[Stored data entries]
BEGIN

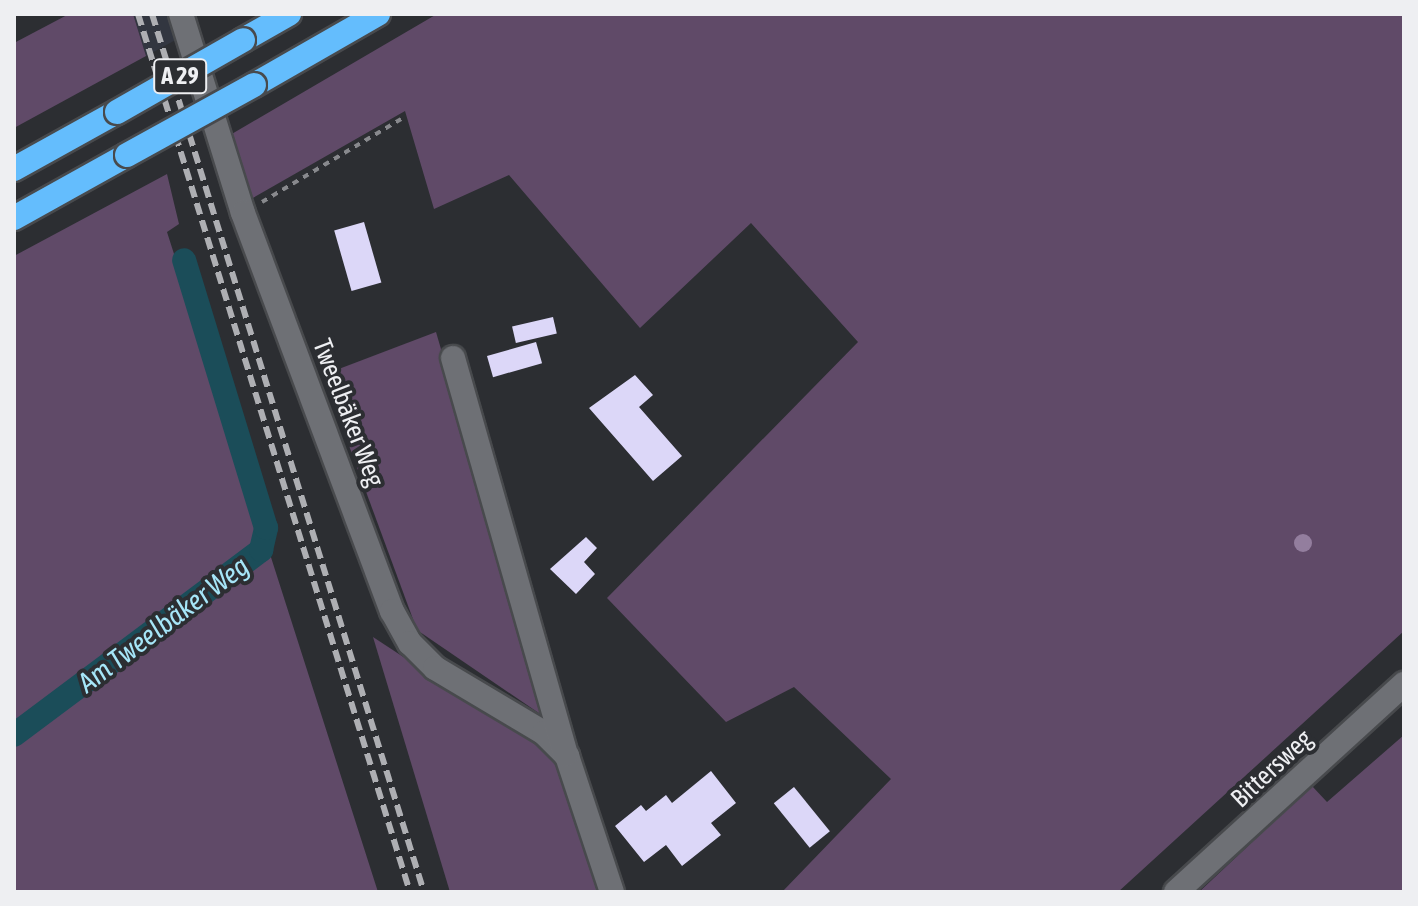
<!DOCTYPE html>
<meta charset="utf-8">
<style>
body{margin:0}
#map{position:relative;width:1418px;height:906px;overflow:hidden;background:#2c2e32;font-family:"Asap Condensed",sans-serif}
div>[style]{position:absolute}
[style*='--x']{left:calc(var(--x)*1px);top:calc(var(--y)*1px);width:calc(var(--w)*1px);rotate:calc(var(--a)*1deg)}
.built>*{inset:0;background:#323640}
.green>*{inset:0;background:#604a68}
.canal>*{height:24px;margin:-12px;padding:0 12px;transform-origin:12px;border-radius:12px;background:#1b4d59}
.building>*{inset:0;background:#dcd7f8;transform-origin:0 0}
.path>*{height:4px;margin-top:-2px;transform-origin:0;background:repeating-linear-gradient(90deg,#88898d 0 6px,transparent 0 12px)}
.roads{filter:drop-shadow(2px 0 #484a4d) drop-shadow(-2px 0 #484a4d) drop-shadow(0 2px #484a4d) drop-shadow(0 -2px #484a4d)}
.minor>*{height:24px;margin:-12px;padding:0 12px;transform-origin:12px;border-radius:12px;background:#6e7075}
.highway>*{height:24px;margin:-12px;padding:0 12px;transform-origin:12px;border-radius:12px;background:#64bdfd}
.rail>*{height:6px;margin-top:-3px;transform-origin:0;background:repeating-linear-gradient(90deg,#aeafb3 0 12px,transparent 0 18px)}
.bridges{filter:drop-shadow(2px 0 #484a4d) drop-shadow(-2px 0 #484a4d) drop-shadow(0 2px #484a4d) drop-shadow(0 -2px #484a4d)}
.highway-bridge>*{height:24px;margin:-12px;padding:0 12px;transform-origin:12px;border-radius:12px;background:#64bdfd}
.trees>*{width:18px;height:18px;margin:-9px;border-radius:50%;background:#937e9e}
span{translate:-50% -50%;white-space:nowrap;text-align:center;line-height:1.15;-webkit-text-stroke:8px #2c2e32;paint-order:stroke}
.shield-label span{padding:2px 6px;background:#2c2e32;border:2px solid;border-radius:6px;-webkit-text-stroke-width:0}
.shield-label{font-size:24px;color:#eeeff2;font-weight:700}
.street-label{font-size:26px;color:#eeeff2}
.water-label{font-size:28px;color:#a6e6f8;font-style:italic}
.frame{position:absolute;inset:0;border:16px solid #eeeff2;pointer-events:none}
</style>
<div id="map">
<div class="built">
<div style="clip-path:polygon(133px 14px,175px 14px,183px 36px,146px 56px)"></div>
</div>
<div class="green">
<div style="clip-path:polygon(69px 14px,133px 14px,146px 56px,14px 128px,14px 43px)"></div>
<div style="clip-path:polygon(437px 14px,1404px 14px,1404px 631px,1118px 892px,782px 892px,891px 779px,794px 687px,726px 722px,607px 598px,858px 342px,751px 223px,640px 328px,509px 175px,434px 209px,405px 111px,251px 199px,230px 135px)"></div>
<div style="clip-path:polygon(167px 174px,179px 224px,167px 232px,378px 892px,14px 892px,14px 256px)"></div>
<div style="clip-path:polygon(436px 332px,549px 720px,417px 630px,323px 375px)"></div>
<div style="clip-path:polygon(373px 637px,560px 760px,604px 892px,450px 892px)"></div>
<div style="clip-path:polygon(1404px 735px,1404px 892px,1199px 892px,1312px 786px,1327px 802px)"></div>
</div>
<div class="canal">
<div style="--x:14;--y:735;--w:309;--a:-36.8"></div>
<div style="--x:261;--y:550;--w:23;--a:-77"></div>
<div style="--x:266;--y:528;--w:280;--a:-107"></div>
</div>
<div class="building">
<div style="left:364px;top:222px;width:63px;height:31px;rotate:74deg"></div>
<div style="left:553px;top:317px;width:17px;height:42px;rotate:77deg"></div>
<div style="left:536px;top:342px;width:22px;height:51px;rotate:74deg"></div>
<div style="clip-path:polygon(635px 375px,653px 395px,639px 407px,682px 456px,653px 481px,589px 408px)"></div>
<div style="clip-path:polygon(586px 537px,597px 548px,584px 562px,595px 574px,576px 594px,550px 569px)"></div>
<div style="clip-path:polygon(711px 771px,736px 803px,711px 823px,721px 835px,682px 866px,666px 845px,644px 862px,615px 826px,641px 805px,646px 811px,666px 795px,672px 803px)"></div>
<div style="left:794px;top:787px;width:57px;height:26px;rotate:51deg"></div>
</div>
<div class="path">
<div style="--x:262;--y:202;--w:162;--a:-30.8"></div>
</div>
<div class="roads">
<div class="minor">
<div style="--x:181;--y:14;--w:208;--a:72.7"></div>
<div style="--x:243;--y:213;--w:425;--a:69.5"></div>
<div style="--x:392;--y:611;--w:37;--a:61"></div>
<div style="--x:410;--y:643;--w:35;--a:45"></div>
<div style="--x:435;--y:668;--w:127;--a:30.8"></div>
<div style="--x:544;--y:733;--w:33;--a:45"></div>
<div style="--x:567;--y:756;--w:143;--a:71.7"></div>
<div style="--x:453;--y:358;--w:412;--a:74.1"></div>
<div style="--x:1176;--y:892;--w:309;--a:-42.4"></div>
</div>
<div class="highway">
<div style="--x:243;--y:40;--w:53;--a:-29.5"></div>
<div style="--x:254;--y:85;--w:143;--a:-29.8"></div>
<div style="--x:14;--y:169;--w:118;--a:-29"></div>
<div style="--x:14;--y:218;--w:129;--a:-29.1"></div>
</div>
</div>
<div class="rail">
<div style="--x:138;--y:14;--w:919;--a:72.79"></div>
<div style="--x:152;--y:14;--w:919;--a:72.79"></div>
</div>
<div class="bridges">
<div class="highway-bridge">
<div style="--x:117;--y:112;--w:145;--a:-29.7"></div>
<div style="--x:127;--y:155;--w:145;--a:-28.9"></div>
</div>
</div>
<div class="trees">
<div style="left:1303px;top:543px"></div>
</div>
<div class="shield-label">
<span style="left:180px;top:76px">A 29</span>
</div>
<div class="street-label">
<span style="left:348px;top:413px;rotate:69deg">Tweelbäker Weg</span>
<span style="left:1272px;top:769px;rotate:-43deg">Bittersweg</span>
</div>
<div class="water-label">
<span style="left:163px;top:624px;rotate:-37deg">Am Tweelbäker Weg</span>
</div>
<div class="frame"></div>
</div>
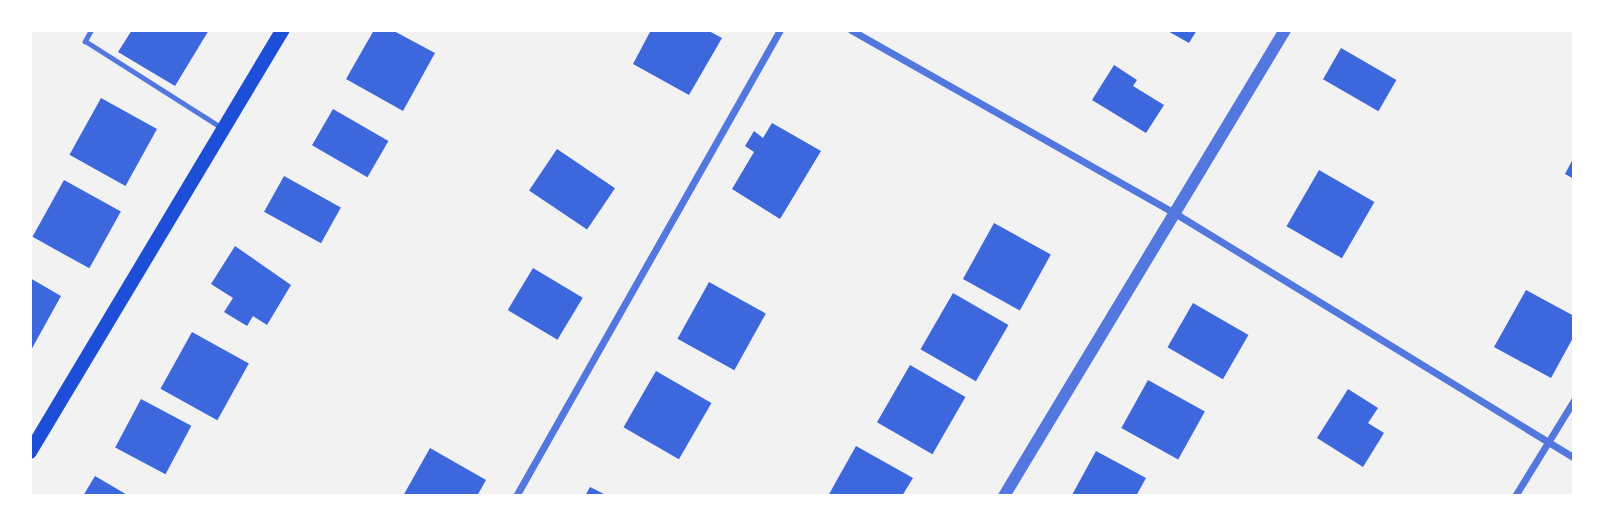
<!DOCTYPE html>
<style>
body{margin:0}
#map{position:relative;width:1604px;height:526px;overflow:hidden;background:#f2f2f2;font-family:"Golos Text",sans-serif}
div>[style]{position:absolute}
.building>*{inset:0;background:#3d67dc;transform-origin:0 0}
.service>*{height:5px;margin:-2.5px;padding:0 2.5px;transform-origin:2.5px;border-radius:2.5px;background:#5277de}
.minor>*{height:7px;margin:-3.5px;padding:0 3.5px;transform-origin:3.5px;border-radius:3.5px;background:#5277de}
.tertiary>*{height:12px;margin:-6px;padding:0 6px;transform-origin:6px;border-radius:6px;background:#5277de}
.secondary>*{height:14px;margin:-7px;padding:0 7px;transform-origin:7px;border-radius:7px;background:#1d4ed8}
span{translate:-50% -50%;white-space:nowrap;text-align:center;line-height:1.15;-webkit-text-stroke:6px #fff;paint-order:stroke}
.frame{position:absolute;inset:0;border:32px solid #fff;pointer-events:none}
</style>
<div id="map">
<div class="building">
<div style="clip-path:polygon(132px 30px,209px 30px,175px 86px,118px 52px)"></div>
<div style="clip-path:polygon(374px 30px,392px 30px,435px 53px,403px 111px,346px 79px)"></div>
<div style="clip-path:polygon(651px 30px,707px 30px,722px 38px,689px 95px,633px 64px)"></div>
<div style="clip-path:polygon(1166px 30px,1197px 30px,1189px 43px)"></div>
<div style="left:1341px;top:48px;width:64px;height:36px;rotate:30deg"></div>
<div style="clip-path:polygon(1114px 65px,1137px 80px,1133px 86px,1164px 105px,1146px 133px,1092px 100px)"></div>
<div style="left:101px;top:98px;width:64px;height:65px;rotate:29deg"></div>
<div style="left:333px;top:109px;width:64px;height:42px;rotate:30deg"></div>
<div style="clip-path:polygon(772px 123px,821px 151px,780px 219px,732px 189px,754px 152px,745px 146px,754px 131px,763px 138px)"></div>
<div style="left:557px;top:149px;width:70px;height:50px;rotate:34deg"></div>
<div style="clip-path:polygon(1574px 157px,1574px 179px,1565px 174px)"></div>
<div style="left:1319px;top:170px;width:64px;height:65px;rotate:30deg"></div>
<div style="left:284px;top:176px;width:65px;height:41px;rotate:29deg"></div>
<div style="left:64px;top:180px;width:65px;height:65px;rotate:29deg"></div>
<div style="left:994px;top:223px;width:65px;height:64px;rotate:29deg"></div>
<div style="clip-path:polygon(235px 246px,291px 285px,267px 325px,253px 316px,247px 326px,224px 312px,233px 298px,211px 284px)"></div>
<div style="left:533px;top:268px;width:58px;height:49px;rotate:31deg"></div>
<div style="clip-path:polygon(30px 278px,61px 296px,30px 352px)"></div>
<div style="left:709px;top:282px;width:65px;height:65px;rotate:29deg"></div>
<div style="clip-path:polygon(1526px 290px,1574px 316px,1574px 336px,1551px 378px,1494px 347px)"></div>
<div style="left:953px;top:293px;width:64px;height:65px;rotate:30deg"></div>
<div style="left:1193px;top:303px;width:64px;height:51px;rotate:30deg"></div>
<div style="left:192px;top:332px;width:65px;height:65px;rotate:29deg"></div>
<div style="left:910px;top:365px;width:64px;height:66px;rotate:30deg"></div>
<div style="left:656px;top:371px;width:64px;height:65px;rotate:30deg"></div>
<div style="left:1148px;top:380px;width:65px;height:55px;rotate:29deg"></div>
<div style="clip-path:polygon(1348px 389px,1378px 408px,1368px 423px,1384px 433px,1363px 467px,1317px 438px)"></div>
<div style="left:141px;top:399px;width:57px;height:55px;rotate:28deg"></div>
<div style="clip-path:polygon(856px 446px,913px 478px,902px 496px,828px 496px)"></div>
<div style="clip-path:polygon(430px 448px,486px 480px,477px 496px,403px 496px)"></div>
<div style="clip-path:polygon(1096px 451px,1146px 478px,1136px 496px,1072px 495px)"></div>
<div style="clip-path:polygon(95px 476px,129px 496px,83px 496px)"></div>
<div style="clip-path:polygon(590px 487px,608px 496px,585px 496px)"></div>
</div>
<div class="service">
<div style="left:91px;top:30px;width:13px;rotate:119deg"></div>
<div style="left:85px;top:41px;width:162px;rotate:32.4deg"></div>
</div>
<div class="minor">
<div style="left:851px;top:30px;width:370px;rotate:29.5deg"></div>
<div style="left:1173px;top:212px;width:470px;rotate:31.5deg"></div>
<div style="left:516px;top:496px;width:536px;rotate:-60.47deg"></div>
<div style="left:1515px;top:496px;width:113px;rotate:-58.4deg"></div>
</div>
<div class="tertiary">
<div style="left:1004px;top:496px;width:544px;rotate:-58.91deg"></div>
</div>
<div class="secondary">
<div style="left:30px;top:452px;width:492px;rotate:-59.1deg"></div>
</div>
<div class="frame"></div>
</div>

END

From the entries above, copy every line containing the word "serif".

#map{position:relative;width:1418px;height:906px;overflow:hidden;background:#2c2e32;font-family:"Asap Condensed",sans-serif}
#map{position:relative;width:1604px;height:526px;overflow:hidden;background:#f2f2f2;font-family:"Golos Text",sans-serif}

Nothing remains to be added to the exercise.